Papp Maria, Foldi Ildiko, Nemes Eva, Udvardy Miklos, Harsfalvi Jolan, Altorjay Istvan, Mate Istvan, Dinya Tamas, Varvolgyi Csaba, Barta Zsolt, Veres Gabor, Lakatos Peter Laszlo, Tumpek Judit, Toth Laszlo, Szathmari Erzsebet, Kapitany Aniko, Gyetvai Agnes, Korponay-Szabo Ilma R
Second Department of Medicine, University of Debrecen, Debrecen, Hungary.
Clin Chem. 2008 Apr;54(4):697-704. doi: 10.1373/clinchem.2007.098780. Epub 2008 Feb 7.
Haptoglobin (Hp) alpha-chain alleles 1 and 2 account for 3 phenotypes that may influence the course of inflammatory diseases via biologically important differences in their antioxidant, scavenging, and immunomodulatory properties. Hp1-1 genotype results in the production of small dimeric, Hp2-1 linear, and Hp2-2 cyclic polymeric haptoglobin molecules. We investigated the haptoglobin polymorphism in patients with celiac disease and its possible association to the presenting symptoms.
We studied 712 unrelated, biopsy-proven Hungarian celiac patients (357 children, 355 adults; severe malabsorption 32.9%, minor gastrointestinal symptoms 22.8%, iron deficiency anemia 9.4%, dermatitis herpetiformis 15.6%, silent disease 7.2%, other 12.1%) and 384 healthy subjects. We determined haptoglobin phenotypes by gel electrophoresis and assigned corresponding genotypes.

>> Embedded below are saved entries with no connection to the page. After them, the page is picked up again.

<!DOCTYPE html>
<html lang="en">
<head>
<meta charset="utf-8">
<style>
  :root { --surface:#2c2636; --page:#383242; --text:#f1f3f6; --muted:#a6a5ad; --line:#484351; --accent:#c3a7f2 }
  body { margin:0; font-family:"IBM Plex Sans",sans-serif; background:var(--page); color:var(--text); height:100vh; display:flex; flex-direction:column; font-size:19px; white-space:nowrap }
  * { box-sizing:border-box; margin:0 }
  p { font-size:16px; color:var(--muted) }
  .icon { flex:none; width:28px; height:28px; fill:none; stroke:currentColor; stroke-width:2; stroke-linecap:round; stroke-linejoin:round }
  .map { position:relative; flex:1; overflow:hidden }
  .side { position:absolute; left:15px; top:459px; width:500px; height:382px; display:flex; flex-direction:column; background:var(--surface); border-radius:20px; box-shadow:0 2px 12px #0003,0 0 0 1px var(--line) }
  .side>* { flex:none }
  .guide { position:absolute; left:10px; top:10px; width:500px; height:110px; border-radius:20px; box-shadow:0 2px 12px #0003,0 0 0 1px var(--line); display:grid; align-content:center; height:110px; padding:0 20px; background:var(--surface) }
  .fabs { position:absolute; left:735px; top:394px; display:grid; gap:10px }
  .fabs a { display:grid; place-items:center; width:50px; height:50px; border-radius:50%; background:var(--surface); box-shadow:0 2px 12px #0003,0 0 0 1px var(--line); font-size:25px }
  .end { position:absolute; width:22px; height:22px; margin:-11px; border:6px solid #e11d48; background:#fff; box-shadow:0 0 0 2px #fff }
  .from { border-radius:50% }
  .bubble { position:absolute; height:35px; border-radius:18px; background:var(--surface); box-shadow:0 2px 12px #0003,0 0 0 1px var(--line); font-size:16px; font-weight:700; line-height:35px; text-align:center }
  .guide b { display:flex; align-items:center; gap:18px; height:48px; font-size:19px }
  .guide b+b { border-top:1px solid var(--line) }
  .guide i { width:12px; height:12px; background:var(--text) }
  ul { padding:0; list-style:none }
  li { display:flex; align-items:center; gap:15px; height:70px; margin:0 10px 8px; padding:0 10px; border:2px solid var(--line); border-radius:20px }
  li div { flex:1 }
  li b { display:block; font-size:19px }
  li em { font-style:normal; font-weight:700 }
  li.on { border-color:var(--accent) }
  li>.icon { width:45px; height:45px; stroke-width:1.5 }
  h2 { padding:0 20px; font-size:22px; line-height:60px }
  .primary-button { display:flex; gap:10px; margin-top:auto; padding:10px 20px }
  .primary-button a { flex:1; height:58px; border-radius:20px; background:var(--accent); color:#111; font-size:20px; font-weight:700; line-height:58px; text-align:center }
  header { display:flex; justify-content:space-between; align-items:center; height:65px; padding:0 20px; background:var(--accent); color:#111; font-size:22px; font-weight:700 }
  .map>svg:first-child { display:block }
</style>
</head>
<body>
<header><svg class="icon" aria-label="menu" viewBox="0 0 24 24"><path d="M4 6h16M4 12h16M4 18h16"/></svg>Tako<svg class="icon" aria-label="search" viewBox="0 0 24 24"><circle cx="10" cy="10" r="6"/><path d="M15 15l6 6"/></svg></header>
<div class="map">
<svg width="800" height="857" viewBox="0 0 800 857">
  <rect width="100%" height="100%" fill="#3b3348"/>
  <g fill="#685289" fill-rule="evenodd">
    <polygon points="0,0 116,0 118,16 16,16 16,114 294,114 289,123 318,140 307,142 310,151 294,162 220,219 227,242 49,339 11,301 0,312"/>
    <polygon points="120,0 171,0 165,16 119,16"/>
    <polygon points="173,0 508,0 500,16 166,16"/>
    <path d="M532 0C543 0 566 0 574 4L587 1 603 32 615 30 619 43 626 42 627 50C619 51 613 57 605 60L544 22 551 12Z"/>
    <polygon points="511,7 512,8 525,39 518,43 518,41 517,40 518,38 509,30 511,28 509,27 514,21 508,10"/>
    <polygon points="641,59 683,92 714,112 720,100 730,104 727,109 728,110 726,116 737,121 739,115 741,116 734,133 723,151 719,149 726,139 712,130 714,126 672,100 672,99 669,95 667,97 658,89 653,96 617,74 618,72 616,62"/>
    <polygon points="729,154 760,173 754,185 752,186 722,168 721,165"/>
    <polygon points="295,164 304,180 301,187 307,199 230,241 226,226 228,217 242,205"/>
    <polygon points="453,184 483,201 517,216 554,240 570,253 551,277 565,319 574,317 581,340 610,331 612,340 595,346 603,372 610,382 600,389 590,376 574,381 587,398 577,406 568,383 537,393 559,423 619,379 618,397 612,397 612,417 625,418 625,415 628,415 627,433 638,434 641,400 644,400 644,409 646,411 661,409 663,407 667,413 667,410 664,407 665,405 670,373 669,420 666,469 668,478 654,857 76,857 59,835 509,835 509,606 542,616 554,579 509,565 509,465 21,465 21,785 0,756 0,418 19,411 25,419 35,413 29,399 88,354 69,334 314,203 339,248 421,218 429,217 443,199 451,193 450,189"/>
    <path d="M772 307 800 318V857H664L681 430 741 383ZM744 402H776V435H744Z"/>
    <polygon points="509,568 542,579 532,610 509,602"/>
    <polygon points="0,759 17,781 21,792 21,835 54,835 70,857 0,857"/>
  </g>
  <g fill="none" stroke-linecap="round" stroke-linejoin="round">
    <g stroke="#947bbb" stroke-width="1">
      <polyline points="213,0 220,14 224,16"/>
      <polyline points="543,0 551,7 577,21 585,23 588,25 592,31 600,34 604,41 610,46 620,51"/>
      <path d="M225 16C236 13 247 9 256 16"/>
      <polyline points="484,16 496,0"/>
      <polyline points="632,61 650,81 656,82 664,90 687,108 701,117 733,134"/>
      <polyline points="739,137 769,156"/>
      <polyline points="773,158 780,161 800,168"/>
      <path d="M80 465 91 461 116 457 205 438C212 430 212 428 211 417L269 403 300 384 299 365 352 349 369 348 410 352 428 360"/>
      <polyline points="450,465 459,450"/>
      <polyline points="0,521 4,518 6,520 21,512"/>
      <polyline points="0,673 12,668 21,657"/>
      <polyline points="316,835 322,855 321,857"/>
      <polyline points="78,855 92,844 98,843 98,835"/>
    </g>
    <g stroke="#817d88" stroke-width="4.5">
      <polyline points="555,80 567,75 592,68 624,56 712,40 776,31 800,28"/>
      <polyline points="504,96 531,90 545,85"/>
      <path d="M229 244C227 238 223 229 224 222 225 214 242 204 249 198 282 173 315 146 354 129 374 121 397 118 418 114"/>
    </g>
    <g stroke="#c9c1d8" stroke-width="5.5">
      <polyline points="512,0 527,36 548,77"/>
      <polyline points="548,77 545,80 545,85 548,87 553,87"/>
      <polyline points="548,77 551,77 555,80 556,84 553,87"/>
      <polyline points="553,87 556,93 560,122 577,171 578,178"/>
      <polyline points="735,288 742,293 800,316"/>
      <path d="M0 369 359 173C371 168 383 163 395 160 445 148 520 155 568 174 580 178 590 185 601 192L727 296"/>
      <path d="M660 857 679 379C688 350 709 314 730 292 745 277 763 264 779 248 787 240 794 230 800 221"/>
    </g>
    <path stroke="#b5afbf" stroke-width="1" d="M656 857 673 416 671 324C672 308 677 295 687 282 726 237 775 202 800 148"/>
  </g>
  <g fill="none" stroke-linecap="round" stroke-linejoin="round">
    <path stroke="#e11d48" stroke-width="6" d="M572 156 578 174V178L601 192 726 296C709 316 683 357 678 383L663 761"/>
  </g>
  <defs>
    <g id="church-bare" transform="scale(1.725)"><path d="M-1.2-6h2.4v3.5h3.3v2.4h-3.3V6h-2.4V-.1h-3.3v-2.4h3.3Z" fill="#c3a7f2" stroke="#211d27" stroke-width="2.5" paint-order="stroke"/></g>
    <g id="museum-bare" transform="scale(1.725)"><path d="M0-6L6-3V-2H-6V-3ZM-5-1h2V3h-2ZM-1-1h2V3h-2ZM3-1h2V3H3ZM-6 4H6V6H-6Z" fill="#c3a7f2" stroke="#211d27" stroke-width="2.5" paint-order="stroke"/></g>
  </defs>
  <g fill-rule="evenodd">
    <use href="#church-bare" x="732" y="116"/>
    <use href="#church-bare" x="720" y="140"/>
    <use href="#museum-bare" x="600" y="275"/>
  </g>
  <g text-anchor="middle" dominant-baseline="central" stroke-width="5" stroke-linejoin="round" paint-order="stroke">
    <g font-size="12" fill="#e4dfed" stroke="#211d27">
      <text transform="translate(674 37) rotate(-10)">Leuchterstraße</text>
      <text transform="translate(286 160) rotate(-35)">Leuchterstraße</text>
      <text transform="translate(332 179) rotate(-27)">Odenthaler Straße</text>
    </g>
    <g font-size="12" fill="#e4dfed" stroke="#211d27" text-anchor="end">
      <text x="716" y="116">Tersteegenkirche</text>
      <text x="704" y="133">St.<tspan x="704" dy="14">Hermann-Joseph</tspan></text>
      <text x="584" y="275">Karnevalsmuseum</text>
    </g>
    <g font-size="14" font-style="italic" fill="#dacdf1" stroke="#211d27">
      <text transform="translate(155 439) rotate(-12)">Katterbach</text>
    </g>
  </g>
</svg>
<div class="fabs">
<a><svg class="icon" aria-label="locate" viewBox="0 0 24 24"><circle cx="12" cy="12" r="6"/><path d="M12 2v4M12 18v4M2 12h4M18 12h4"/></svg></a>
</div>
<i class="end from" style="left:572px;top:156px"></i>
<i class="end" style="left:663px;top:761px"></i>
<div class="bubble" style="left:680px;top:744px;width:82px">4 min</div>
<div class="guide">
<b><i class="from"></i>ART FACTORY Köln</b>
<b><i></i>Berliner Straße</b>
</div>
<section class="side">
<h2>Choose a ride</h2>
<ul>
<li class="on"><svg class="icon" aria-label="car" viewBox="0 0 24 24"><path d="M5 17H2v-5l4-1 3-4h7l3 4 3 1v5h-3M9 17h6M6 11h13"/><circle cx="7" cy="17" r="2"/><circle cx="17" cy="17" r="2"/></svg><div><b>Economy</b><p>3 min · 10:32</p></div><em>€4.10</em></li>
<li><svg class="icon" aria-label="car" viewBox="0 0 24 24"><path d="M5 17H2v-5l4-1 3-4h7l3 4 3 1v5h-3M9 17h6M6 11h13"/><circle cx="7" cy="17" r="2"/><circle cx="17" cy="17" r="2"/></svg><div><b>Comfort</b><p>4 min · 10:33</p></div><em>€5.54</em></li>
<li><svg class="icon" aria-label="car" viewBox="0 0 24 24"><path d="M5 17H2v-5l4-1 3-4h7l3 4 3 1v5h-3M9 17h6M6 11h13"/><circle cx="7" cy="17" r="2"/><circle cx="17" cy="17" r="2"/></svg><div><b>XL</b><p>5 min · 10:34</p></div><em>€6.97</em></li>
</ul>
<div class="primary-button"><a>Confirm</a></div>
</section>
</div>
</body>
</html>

Hp2-1 was associated with a significant risk for celiac disease (P = 0.0006, odds ratio [OR] 1.54, 95% CI 1.20-1.98; prevalence 56.9% in patients vs 46.1% in controls). It was also overrepresented among patients with mild symptoms (69.2%) or silent disease (72.5%). Hp2-2 was less frequent in patients than in controls (P = 0.0023), but patients having this phenotype were at an increased risk for severe malabsorption (OR 2.21, 95% CI 1.60-3.07) and accounted for 45.3% of all malabsorption cases. Celiac and dermatitis herpetiformis patients showed similar haptoglobin phenotype distributions.
The haptoglobin polymorphism is associated with susceptibility to celiac disease and its clinical presentations. The predominant genotype in the celiac population was Hp2-1, but Hp2-2 predisposed to a more severe clinical course. The phenotype-dependent effect of haptoglobin may result from the molecule's structural and functional properties.
触珠蛋白(Hp)α链等位基因1和2产生3种表型,这些表型因其抗氧化、清除和免疫调节特性存在生物学重要差异,可能影响炎症性疾病的病程。Hp1-1基因型导致产生小的二聚体触珠蛋白分子、Hp2-1线性分子和Hp2-2环状多聚体触珠蛋白分子。我们研究了乳糜泻患者的触珠蛋白多态性及其与所表现症状的可能关联。
我们研究了712名经活检证实的无亲缘关系的匈牙利乳糜泻患者(357名儿童,355名成人;严重吸收不良32.9%,轻微胃肠道症状22.8%,缺铁性贫血9.4%,疱疹样皮炎15.6%,无症状疾病7.2%,其他12.1%)和384名健康受试者。我们通过凝胶电泳确定触珠蛋白表型并确定相应的基因型。
Hp2-1与患乳糜泻的显著风险相关(P = 0.0006,比值比[OR] 1.54,95%置信区间1.20 - 1.98;患者患病率56.9%,对照组患病率46.1%)。在症状轻微(69.2%)或无症状疾病(72.5%)的患者中也占比过高。Hp2-2在患者中的频率低于对照组(P = 0.0023),但具有这种表型的患者严重吸收不良风险增加(OR 2.21,95%置信区间1.60 - 3.07),占所有吸收不良病例的45.3%。乳糜泻患者和疱疹样皮炎患者表现出相似的触珠蛋白表型分布。
触珠蛋白多态性与乳糜泻易感性及其临床表现相关。乳糜泻人群中主要的基因型是Hp2-1,但Hp2-2易导致更严重的临床病程。触珠蛋白的表型依赖性效应可能源于该分子的结构和功能特性。